┌──

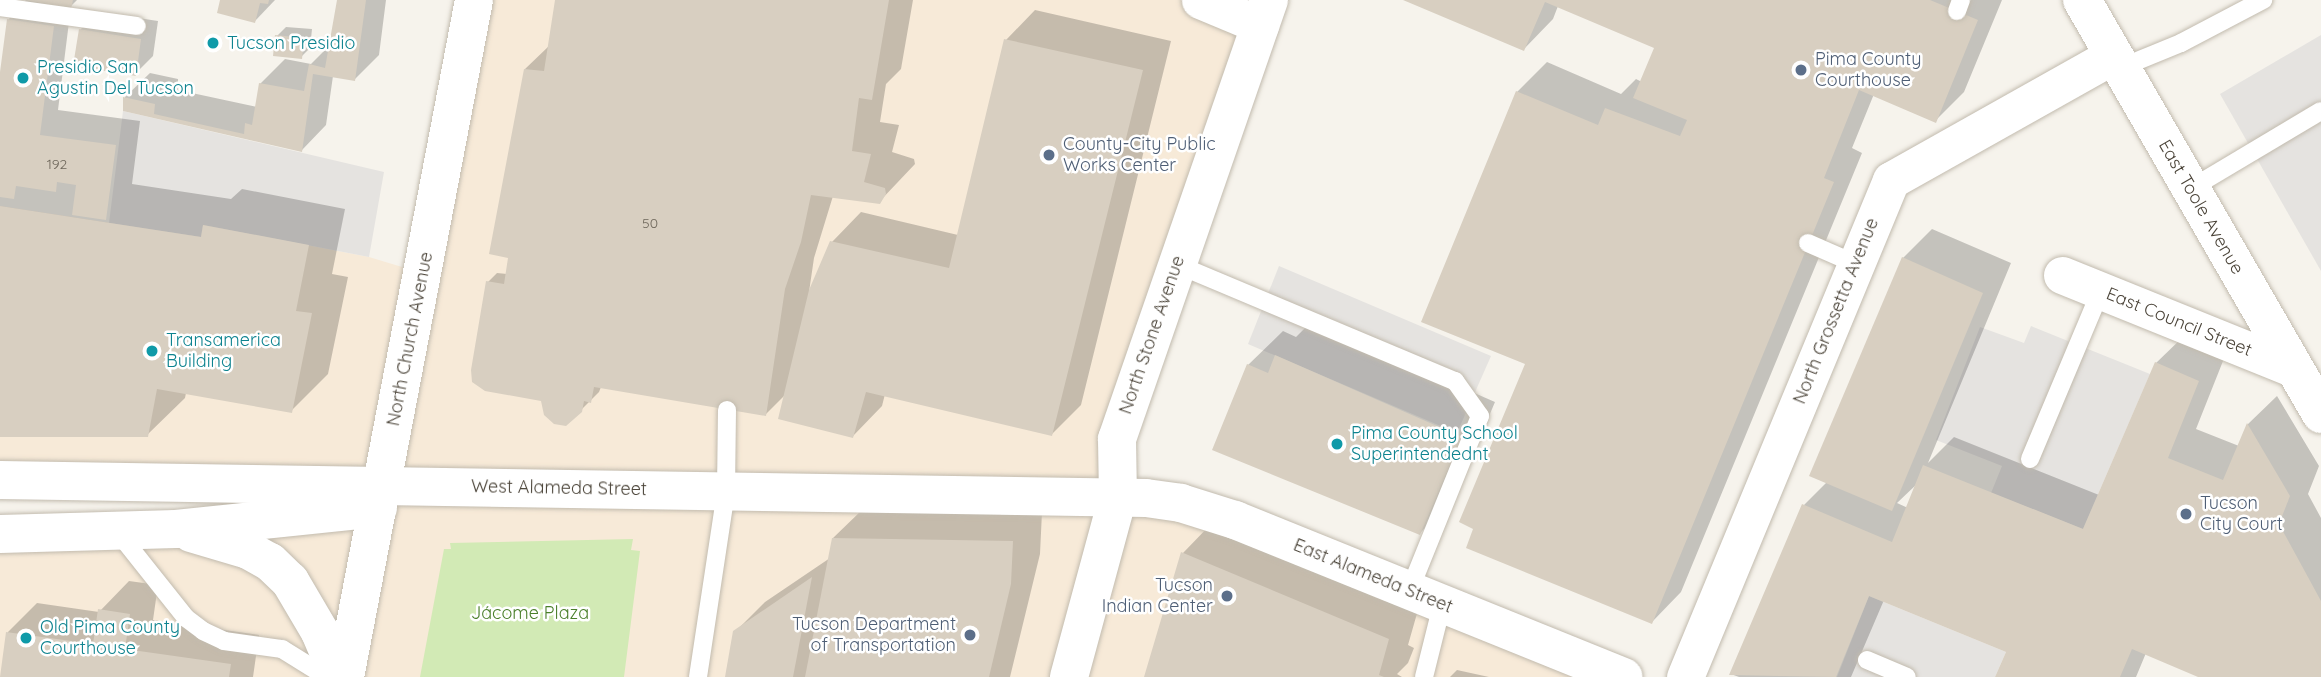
<!DOCTYPE html>
<html>
<head>
<meta charset="utf-8">
<style>
  body { margin:0 }
  #map { position:relative; width:2321px; height:677px; overflow:hidden; background:#f6f3ec; font-family:Quicksand,sans-serif }
  div>[style] { position:absolute }
  [style*='--x'] { left:calc(var(--x)*1px); top:calc(var(--y)*1px); width:calc(var(--w)*1px); rotate:calc(var(--a)*1deg) }
  .commercial>* { inset:0; background:#f7ead8 }
  .green>* { inset:0; background:#d2eab5 }
  .parking>* { inset:0; background:#e5e3e0 }
  .shadow>* { inset:0; background:#0003 }
  .building>* { inset:0; background:#d8cfc1 }
  .roads { filter:drop-shadow(0 0 2px #c2bbae) drop-shadow(0 0 2px #c2bbae) }
  .service>* { height:18px; margin:-9px; padding:0 9px; transform-origin:9px; border-radius:9px; background:#fff }
  .minor>* { height:37px; margin:-18.5px; padding:0 18.5px; transform-origin:18.5px; border-radius:18.5px; background:#fff }
  .tertiary>* { height:38px; margin:-19px; padding:0 19px; transform-origin:19px; border-radius:19px; background:#fff }
  .dots>* { width:19px; height:19px; translate:-50% -50%; box-sizing:border-box; border:4px solid #fff; border-radius:50% }
  span { translate:-50% -50%; white-space:nowrap; text-align:center; line-height:1.15; -webkit-text-stroke:5px #fff; paint-order:stroke }
  .number-label { font-size:14px; color:#6e675b }
  .number-label span { -webkit-text-stroke-width:0 }
  .culture-label { font-size:18px; color:#0d838f }
  .left { translate:0 -50%; text-align:left }
  .service-label { font-size:18px; color:#4e5e75 }
  .right { translate:-100% -50%; text-align:right }
  .street-label { font-size:18px; color:#4b4439 }
  .park-label { font-size:18px; color:#4a7f2a }
</style>
</head>
<body>
<div id="map">
  <div class="commercial">
    <div style="clip-path:polygon(473px 0,1200px 0,1260px 25px,1119px 478px,1623px 677px,0 677px,0 534px,377px 508px,0 480px,0 206px,201px 237px,203px 225px,369px 257px,422px 273px)"></div>
  </div>
  <div class="green">
    <div style="clip-path:polygon(633px 539px,631px 550px,640px 551px,624px 677px,420px 677px,444px 549px,451px 549px,450px 543px)"></div>
  </div>
  <div class="parking">
    <div style="clip-path:polygon(2321px 35px,2321px 271px,2220px 94px)"></div>
    <div style="clip-path:polygon(123px 111px,384px 172px,369px 257px,203px 225px,201px 237px,109px 223px)"></div>
    <div style="clip-path:polygon(1279px 266px,1491px 356px,1457px 433px,1248px 344px)"></div>
    <div style="clip-path:polygon(2031px 326px,2150px 374px,2083px 529px,1991px 493px,2002px 466px,1936px 440px,1980px 327px,2024px 343px)"></div>
    <div style="clip-path:polygon(1869px 596px,2006px 652px,1995px 677px,1837px 677px)"></div>
  </div>
  <div class="shadow">
    <div style="clip-path:polygon(26px 0,77px 0,71px 6px,58px 110px,140px 121px,132px 184px,231px 199px,242px 189px,345px 209px,332px 274px,348px 277px,328px 374px,291px 411px,186px 393px,185px 398px,147px 435px,0 435px,0 86px,8px 20px)"></div>
    <div style="clip-path:polygon(221px 0,275px 0,255px 21px)"></div>
    <div style="clip-path:polygon(339px 0,386px 0,379px 55px,354px 80px,333px 76px,326px 125px,302px 150px,124px 109px,125px 97px,150px 73px,178px 79px,178px 90px,257px 107px,260px 84px,285px 59px,311px 64px,331px 44px)"></div>
    <div style="clip-path:polygon(557px 0,913px 0,901px 69px,886px 84px,880px 122px,899px 125px,892px 152px,914px 159px,915px 164px,879px 202px,833px 196px,814px 258px,809px 292px,832px 242px,861px 212px,958px 235px,1006px 40px,1035px 10px,1171px 41px,1081px 405px,1052px 434px,885px 394px,882px 406px,853px 436px,786px 394px,765px 415px,601px 387px,599px 392px,581px 410px,488px 282px,497px 273px,507px 274px,525px 69px,550px 45px)"></div>
    <div style="clip-path:polygon(1407px 0,2002px 0,1964px 92px,1935px 121px,1874px 94px,1852px 148px,1862px 153px,1681px 592px,1652px 622px,1527px 363px,1517px 92px,1547px 62px,1621px 94px,1636px 79px,1642px 82px,1657px 47px,1558px 6px,1553px 19px,1524px 49px)"></div>
    <div style="clip-path:polygon(98px 12px,158px 21px,153px 56px,135px 74px,80px 30px)"></div>
    <div style="clip-path:polygon(286px 27px,312px 29px,310px 48px,301px 57px,277px 36px)"></div>
    <div style="clip-path:polygon(evenodd,1932px 229px,2011px 263px,1928px 463px,1954px 437px,2099px 495px,2156px 363px,2186px 334px,2227px 351px,2196px 429px,2239px 446px,2248px 424px,2277px 396px,2319px 466px,2308px 494px,2321px 518px,2321px 677px,2203px 677px,2146px 653px,2136px 677px,1997px 677px,2008px 651px,1884px 600px,1851px 677px,1739px 677px,1731px 674px,1804px 505px,1827px 482px,1903px 258px,1932px 229px,1918px 483px,1908px 508px,1897px 503px,1918px 483px)"></div>
    <div style="clip-path:polygon(1311px 322px,1495px 402px,1454px 499px,1420px 533px,1248px 365px,1283px 331px,1296px 337px)"></div>
    <div style="clip-path:polygon(863px 509px,1042px 512px,1040px 554px,1010px 677px,727px 677px,735px 632px,765px 602px,830px 558px,833px 538px)"></div>
    <div style="clip-path:polygon(1212px 523px,1418px 610px,1408px 645px,1414px 648px,1408px 663px,1397px 674px,1402px 677px,1147px 677px,1183px 553px)"></div>
    <div style="clip-path:polygon(129px 581px,158px 585px,153px 620px,259px 635px,253px 677px,1px 677px,8px 632px,37px 603px,99px 612px)"></div>
    <div style="clip-path:polygon(1457px 670px,1489px 677px,1450px 677px)"></div>
  </div>
  <div class="building">
    <div style="clip-path:polygon(25px 0,73px 0,71px 9px)"></div>
    <div style="clip-path:polygon(220px 0,269px 0,268px 4px,260px 3px,255px 23px,217px 13px)"></div>
    <div style="clip-path:polygon(337px 0,366px 0,355px 81px,313px 74px,302px 152px,123px 111px,123px 97px,155px 104px,154px 114px,244px 134px,245px 123px,252px 125px,259px 83px,304px 91px,309px 64px,325px 68px)"></div>
    <div style="clip-path:polygon(555px 0,889px 0,872px 100px,859px 98px,852px 151px,871px 154px,864px 182px,885px 188px,886px 194px,880px 204px,811px 195px,801px 242px,785px 289px,766px 416px,594px 387px,591px 403px,584px 401px,582px 412px,566px 426px,554px 424px,544px 415px,541px 401px,485px 391px,472px 382px,471px 370px,486px 281px,504px 284px,508px 258px,489px 254px,524px 69px,544px 71px)"></div>
    <div style="clip-path:polygon(1403px 0,1930px 0,1978px 20px,1936px 123px,1859px 90px,1824px 178px,1834px 182px,1652px 624px,1466px 548px,1473px 529px,1459px 522px,1525px 364px,1421px 322px,1516px 91px,1598px 125px,1605px 108px,1680px 136px,1687px 120px,1633px 98px,1654px 48px,1545px 2px,1524px 51px)"></div>
    <div style="clip-path:polygon(7px 19px,54px 26px,40px 135px,116px 145px,106px 220px,72px 215px,76px 185px,57px 182px,56px 192px,16px 186px,14px 199px,0 197px,0 72px)"></div>
    <div style="clip-path:polygon(79px 29px,141px 39px,136px 76px,73px 66px)"></div>
    <div style="clip-path:polygon(275px 35px,304px 38px,302px 59px,273px 56px)"></div>
    <div style="clip-path:polygon(1004px 39px,1143px 70px,1052px 436px,866px 392px,853px 438px,778px 419px,809px 290px,830px 241px,949px 268px)"></div>
    <div style="clip-path:polygon(0 206px,201px 237px,203px 225px,309px 245px,296px 311px,312px 313px,292px 413px,157px 389px,148px 437px,0 437px)"></div>
    <div style="clip-path:polygon(1902px 257px,1983px 293px,1892px 511px,1809px 476px)"></div>
    <div style="clip-path:polygon(1275px 355px,1462px 437px,1420px 535px,1212px 450px,1247px 364px,1268px 373px)"></div>
    <div style="clip-path:polygon(2155px 362px,2199px 381px,2168px 458px,2223px 480px,2247px 423px,2290px 496px,2279px 524px,2321px 601px,2321px 677px,2198px 677px,2132px 649px,2120px 677px,1995px 677px,2006px 652px,1869px 596px,1836px 677px,1729px 675px,1802px 504px,1892px 542px,1923px 465px,2083px 529px)"></div>
    <div style="clip-path:polygon(832px 538px,1013px 541px,1011px 584px,989px 677px,805px 677px)"></div>
    <div style="clip-path:polygon(1181px 552px,1389px 639px,1379px 675px,1384px 677px,1144px 677px)"></div>
    <div style="clip-path:polygon(812px 577px,793px 677px,725px 677px,733px 631px)"></div>
    <div style="clip-path:polygon(98px 609px,130px 614px,125px 649px,231px 664px,229px 677px,0 677px,6px 632px,93px 644px)"></div>
  </div>
  <div class="roads">
    <div class="service">
      <div style="--x:0;--y:7;--w:138;--a:7.9"></div>
      <div style="--x:1957;--y:11;--w:12;--a:-70"></div>
      <div style="--x:2120;--y:68;--w:66;--a:-22.3"></div>
      <div style="--x:2181;--y:43;--w:93;--a:-27.7"></div>
      <div style="--x:2190;--y:189;--w:152;--a:-30.8"></div>
      <div style="--x:1808;--y:243;--w:52;--a:23.6"></div>
      <div style="--x:1176;--y:264;--w:303;--a:22.8"></div>
      <div style="--x:1455;--y:381;--w:43;--a:54.5"></div>
      <div style="--x:1480;--y:416;--w:190;--a:112"></div>
      <div style="--x:2030;--y:459;--w:183;--a:-67.2"></div>
      <div style="--x:116;--y:530;--w:112;--a:51.5"></div>
      <div style="--x:186;--y:618;--w:21;--a:37"></div>
      <div style="--x:203;--y:631;--w:23;--a:25"></div>
      <div style="--x:224;--y:641;--w:59;--a:7.9"></div>
      <div style="--x:282;--y:649;--w:53;--a:31.9"></div>
      <div style="--x:1867;--y:660;--w:43;--a:23"></div>
      <div style="--x:698;--y:677;--w:188;--a:-81.4"></div>
      <div style="--x:726;--y:491;--w:81;--a:-89.3"></div>
      <div style="--x:1424;--y:677;--w:74;--a:-76"></div>
    </div>
    <div class="minor">
      <div style="--x:1200;--y:0;--w:65;--a:22.6"></div>
      <div style="--x:2062;--y:275;--w:251;--a:22"></div>
      <div style="--x:1685;--y:677;--w:538;--a:-67.49"></div>
      <div style="--x:1891;--y:180;--w:253;--a:-29.3"></div>
    </div>
    <div class="tertiary">
      <div style="--x:2082;--y:0;--w:478;--a:60"></div>
      <div style="--x:0;--y:480;--w:1146;--a:0.9"></div>
      <div style="--x:1146;--y:498;--w:35;--a:8"></div>
      <div style="--x:1181;--y:503;--w:57;--a:17.5"></div>
      <div style="--x:1235;--y:520;--w:419;--a:22"></div>
      <div style="--x:191;--y:533;--w:59;--a:16.6"></div>
      <div style="--x:248;--y:550;--w:25;--a:29"></div>
      <div style="--x:270;--y:562;--w:28;--a:44"></div>
      <div style="--x:290;--y:581;--w:59;--a:59.5"></div>
      <div style="--x:320;--y:632;--w:49;--a:67.1"></div>
      <div style="--x:0;--y:534;--w:176;--a:-1.6"></div>
      <div style="--x:176;--y:529;--w:203;--a:-5.9"></div>
      <div style="--x:345;--y:677;--w:689;--a:-79.21"></div>
      <div style="--x:1069;--y:677;--w:187;--a:-74.8"></div>
      <div style="--x:1118;--y:497;--w:58;--a:-91"></div>
      <div style="--x:1117;--y:439;--w:465;--a:-70.9"></div>
    </div>
  </div>
  <div class="dots">
    <div style="left:213px;top:43px;background:#0f9aa8"></div>
    <div style="left:1801px;top:70px;background:#5c6f8a"></div>
    <div style="left:23px;top:78px;background:#0f9aa8"></div>
    <div style="left:1049px;top:155px;background:#5c6f8a"></div>
    <div style="left:152px;top:351px;background:#0f9aa8"></div>
    <div style="left:1337px;top:444px;background:#0f9aa8"></div>
    <div style="left:2186px;top:514px;background:#5c6f8a"></div>
    <div style="left:1227px;top:596px;background:#5c6f8a"></div>
    <div style="left:970px;top:635px;background:#5c6f8a"></div>
    <div style="left:26px;top:638px;background:#0f9aa8"></div>
  </div>
  <div class="number-label">
    <span style="left:57px;top:164px">192</span>
    <span style="left:650px;top:223px">50</span>
  </div>
  <div class="culture-label">
    <span class="left" style="left:227px;top:43px">Tucson Presidio</span>
    <span class="left" style="left:37px;top:78px">Presidio San<br>Agustin Del Tucson</span>
    <span class="left" style="left:166px;top:351px">Transamerica<br>Building</span>
    <span class="left" style="left:1351px;top:444px">Pima County School<br>Superintendednt</span>
    <span class="left" style="left:40px;top:638px">Old Pima County<br>Courthouse</span>
  </div>
  <div class="service-label">
    <span class="left" style="left:1815px;top:70px">Pima County<br>Courthouse</span>
    <span class="left" style="left:1063px;top:155px">County-City Public<br>Works Center</span>
    <span class="left" style="left:2200px;top:514px">Tucson<br>City Court</span>
    <span class="right" style="left:1213px;top:596px">Tucson<br>Indian Center</span>
    <span class="right" style="left:956px;top:635px">Tucson Department<br>of Transportation</span>
  </div>
  <div class="street-label">
    <span style="left:2201px;top:207px;rotate:60deg">East Toole Avenue</span>
    <span style="left:1836px;top:311px;rotate:-68deg">North Grossetta Avenue</span>
    <span style="left:2179px;top:322px;rotate:22deg">East Council Street</span>
    <span style="left:1152px;top:335px;rotate:-71deg">North Stone Avenue</span>
    <span style="left:410px;top:339px;rotate:-79deg">North Church Avenue</span>
    <span style="left:559px;top:488px;rotate:1deg">West Alameda Street</span>
    <span style="left:1373px;top:576px;rotate:22deg">East Alameda Street</span>
  </div>
  <div class="park-label">
    <span style="left:530px;top:613px">Jácome Plaza</span>
  </div>
</div>
</body>
</html>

└──

TASK OBJECTIVE
Within the records above, each line containing "Courthouse" is to be returned.

RESPONSE BELOW
    <span class="left" style="left:40px;top:638px">Old Pima County<br>Courthouse</span>
    <span class="left" style="left:1815px;top:70px">Pima County<br>Courthouse</span>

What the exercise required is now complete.